El Papa Pablo VI promulgó el 7 de diciembre de 1965 la Declaración Dignitatis Humanae que echó por tierra la supremacía de la Ley Divina sobre la conciencia humana, abriendo de par en par las puertas al indiferentismo religioso (todas las religiones son válidas) bajo la apariencia de “derecho a la libertad religiosa”. El indiferentismo religioso se propagó desde ese momento por el mundo católico, yendo de la mano de otra gran herejía, el falso ecumenismo (“la fraternidad entre creencias” que en la práctica es el maridaje entre la Verdad y el Error)



Dicha declaración fue una muestra de los frutos del Concilio. ¿Qué comenzó a suceder como consecuencia? Todo en la Iglesia pareció cambiar: los sacerdotes se casaron, las monjas abandonaron la práctica religiosa, el Santo Sacrificio de la Misa cambió y las enseñanzas previamente establecidas quedaron abiertas a discusión. Todo esto socavó la creencia de que la Iglesia es la guardiana de la verdad inmutable que Dios nos exige seguir.

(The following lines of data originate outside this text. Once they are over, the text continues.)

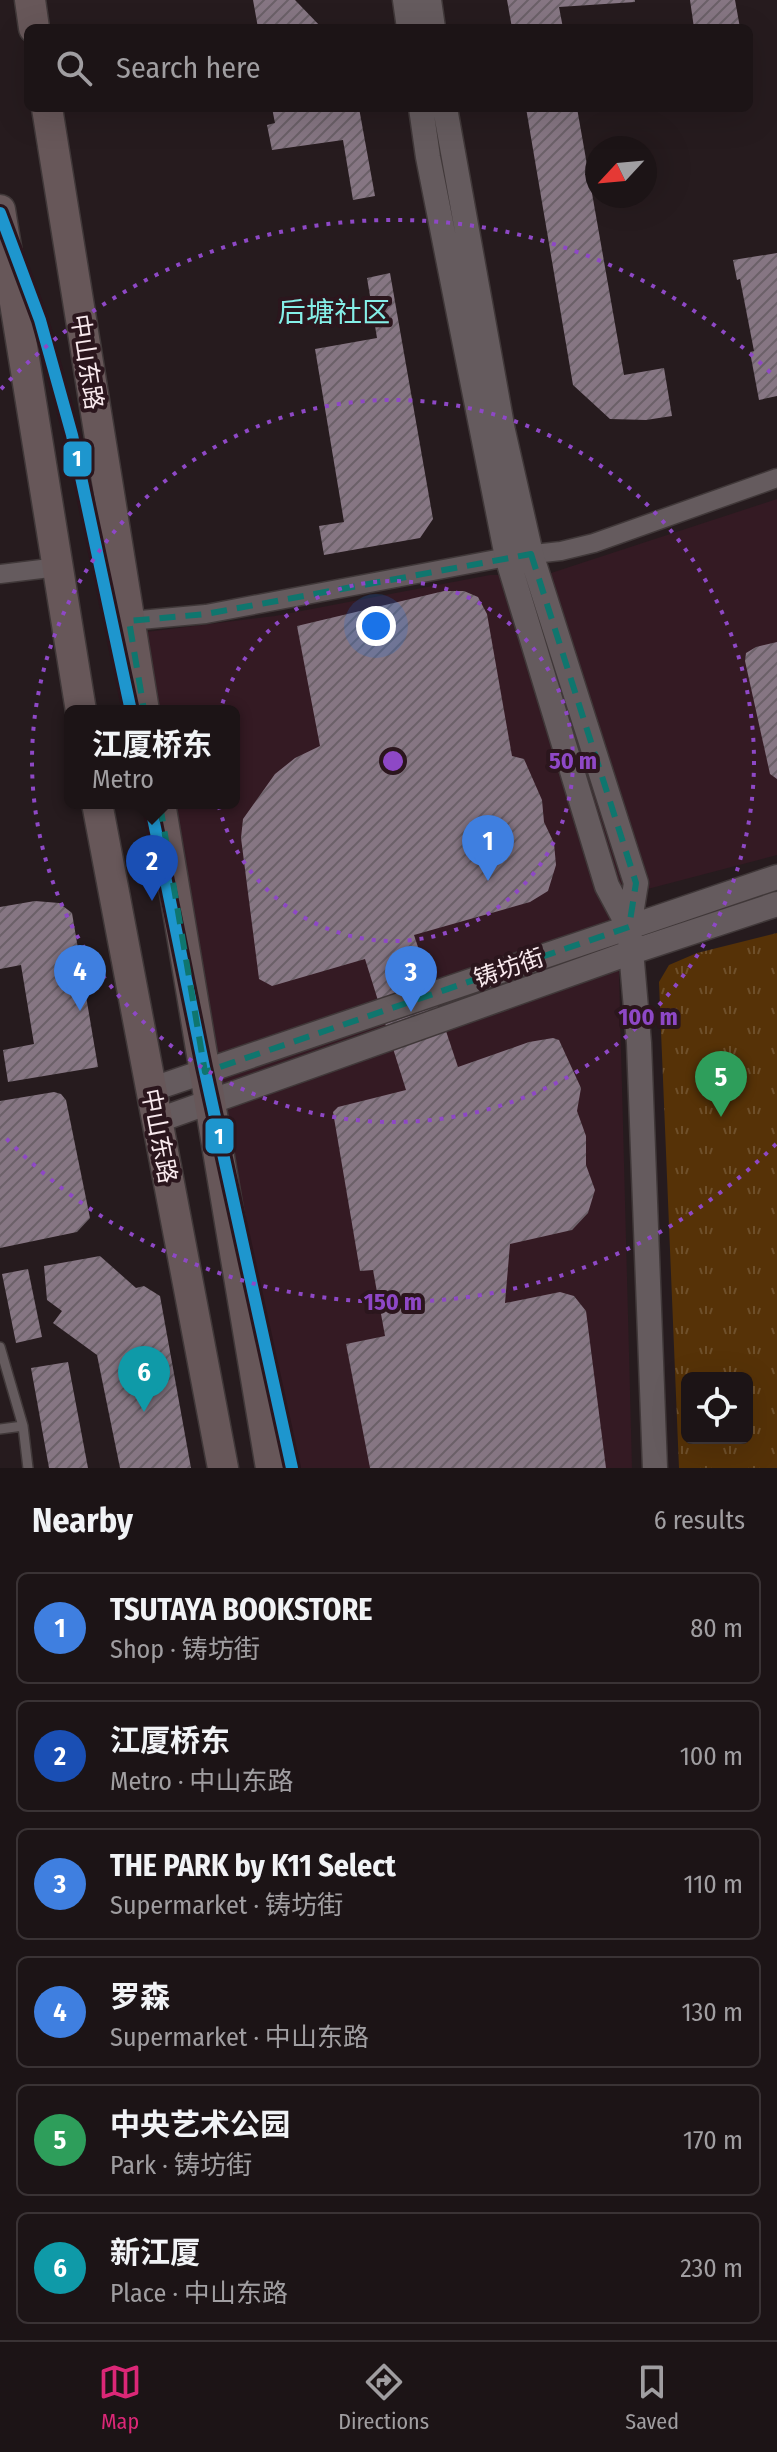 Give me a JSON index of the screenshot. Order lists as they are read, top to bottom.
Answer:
{
  "streets": {
    "main road": ["中山东路"],
    "street": ["铸坊街"]
  },
  "crossings": [
    ["中山东路", "铸坊街"]
  ],
  "districts": ["后塘社区"],
  "lines": ["transit line 1"],
  "north": "bottom left",
  "page": {
    "search": "Search here",
    "popup": ["江厦桥东", "Metro"],
    "pins": [
      "1",
      "2",
      "4",
      "3",
      "5",
      "6"
    ],
    "heading": ["Nearby", "6 results"],
    "list": [
      {
        "mark": "1",
        "name": "TSUTAYA BOOKSTORE",
        "note": "Shop · 铸坊街",
        "value": "80 m"
      },
      {
        "mark": "2",
        "name": "江厦桥东",
        "note": "Metro · 中山东路",
        "value": "100 m"
      },
      {
        "mark": "3",
        "name": "THE PARK by K11 Select",
        "note": "Supermarket · 铸坊街",
        "value": "110 m"
      },
      {
        "mark": "4",
        "name": "罗森",
        "note": "Supermarket · 中山东路",
        "value": "130 m"
      },
      {
        "mark": "5",
        "name": "中央艺术公园",
        "note": "Park · 铸坊街",
        "value": "170 m"
      },
      {
        "mark": "6",
        "name": "新江厦",
        "note": "Place · 中山东路",
        "value": "230 m"
      }
    ],
    "nav": ["Map", "Directions", "Saved"]
  },
  "rings": ["50 m", "100 m", "150 m"]
} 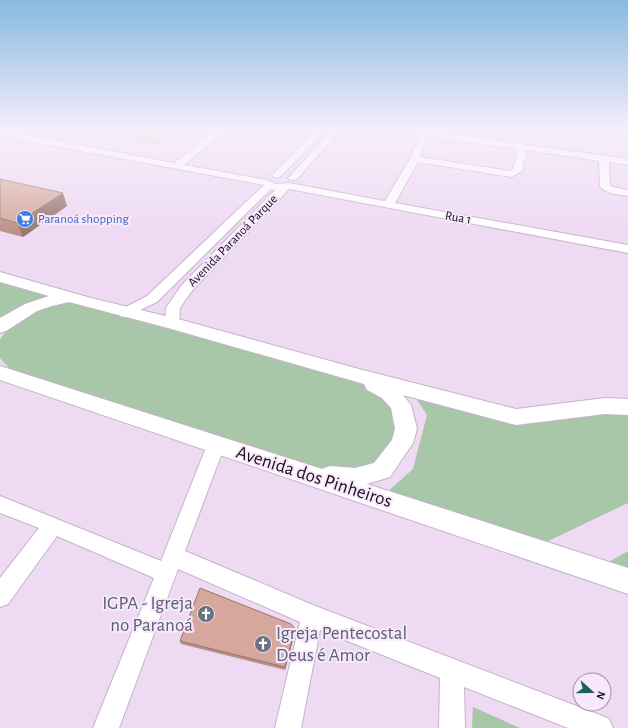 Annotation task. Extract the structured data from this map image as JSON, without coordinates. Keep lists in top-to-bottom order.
{
  "streets": {
    "street": ["Rua 1", "Avenida Paranoá Parque", "Avenida dos Pinheiros"]
  },
  "crossings": [
    ["Rua 1", "Avenida Paranoá Parque"]
  ],
  "places": {
    "supermarket": ["Paranoá shopping"],
    "church": ["IGPA - Igreja no Paranoá", "Igreja Pentecostal Deus é Amor"]
  },
  "north": "right"
}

El Papa Pablo VI promulgó el 7 de diciembre de 1965 la Declaración Dignitatis Humanae que echó por tierra la supremacía de la Ley Divina sobre la conciencia humana, abriendo de par en par las puertas al indiferentismo religioso (todas las religiones son válidas) bajo la apariencia de “derecho a la libertad religiosa”El Papa Pablo VI promulgó el 7 de diciembre de 1965 la Declaración Dignitatis Humanae que echó por tierra la supremacía de la Ley Divina sobre la conciencia humana, abriendo de par en par las puertas al indiferentismo religioso (todas las religiones son válidas) bajo la apariencia de “derecho a la libertad religiosa”



(Nota: esta página está basada en la traducción libre de un extracto del artículo de Robert Morrison en The Remnant titulado “El Vaticano II y la deformación de las conciencias católicas”)

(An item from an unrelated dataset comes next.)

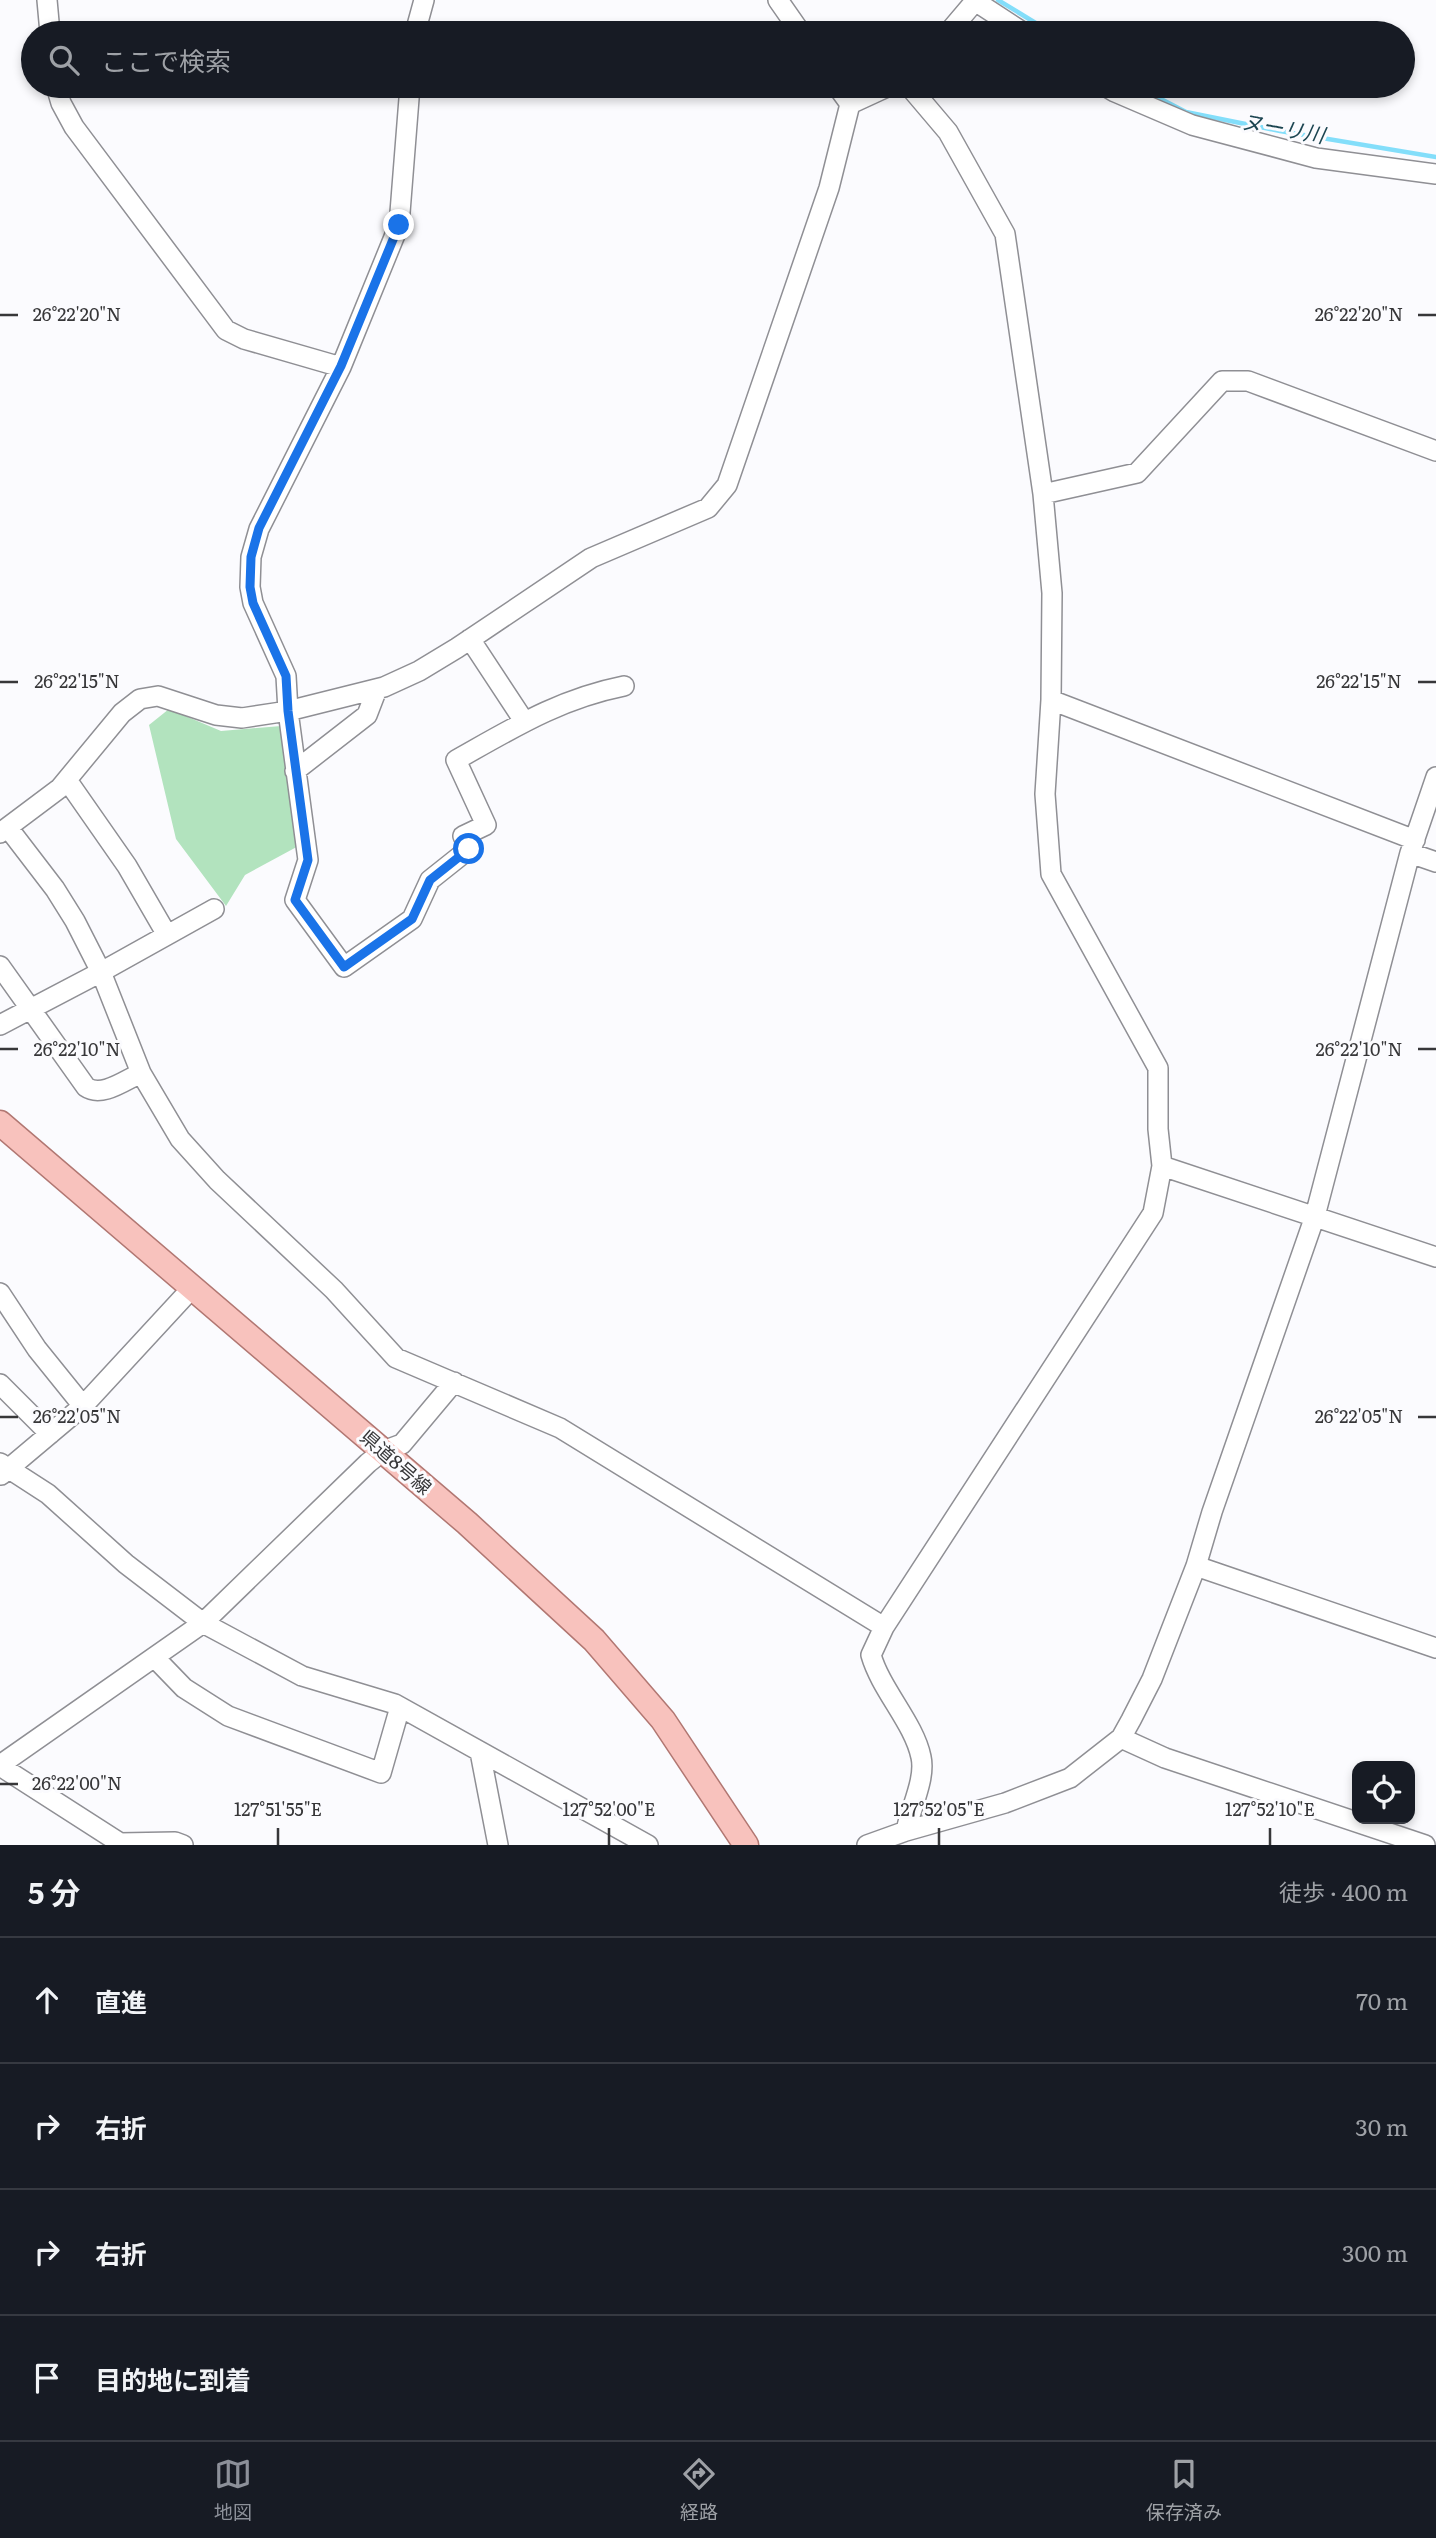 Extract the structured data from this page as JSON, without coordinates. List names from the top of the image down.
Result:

«Es imposible hablar con veracidad de la libertad, de la conciencia, de la dignidad de la persona humana si no es teniendo como referencia a la ley divina»

«Es imposible hablar con veracidad de la libertad, de la conciencia, de la dignidad de la persona humana si no es teniendo como referencia a la ley divina». (Arzobispo Marcel Lefebvre; tomado de su intervención de septiembre de 1965, leída en el Concilio Vaticano II)


A los ojos de quienes quieren imponer sus perversas agendas a la sociedad, el obstáculo a vencer dentro de los católicos es cómo lograr la deformación de conciencias debidamente formadas en la Fe. Si un católico tiene una conciencia bien formada y la firme determinación de seguirla, preferirá morir antes que aceptar males prohibidos por la Iglesia católica. A lo largo de los siglos, nuestros enemigos se han aventurado a resolver este problema de dos maneras generales: por una parte coaccionándonos o manipulándonos para que abandonemos nuestra determinación de seguir nuestras conciencias previamente formadas, y por la otra, tratando de deformarlas. En gran medida, la revolución del Concilio Vaticano II logró ambos objetivos en favor de nuestros enemigos.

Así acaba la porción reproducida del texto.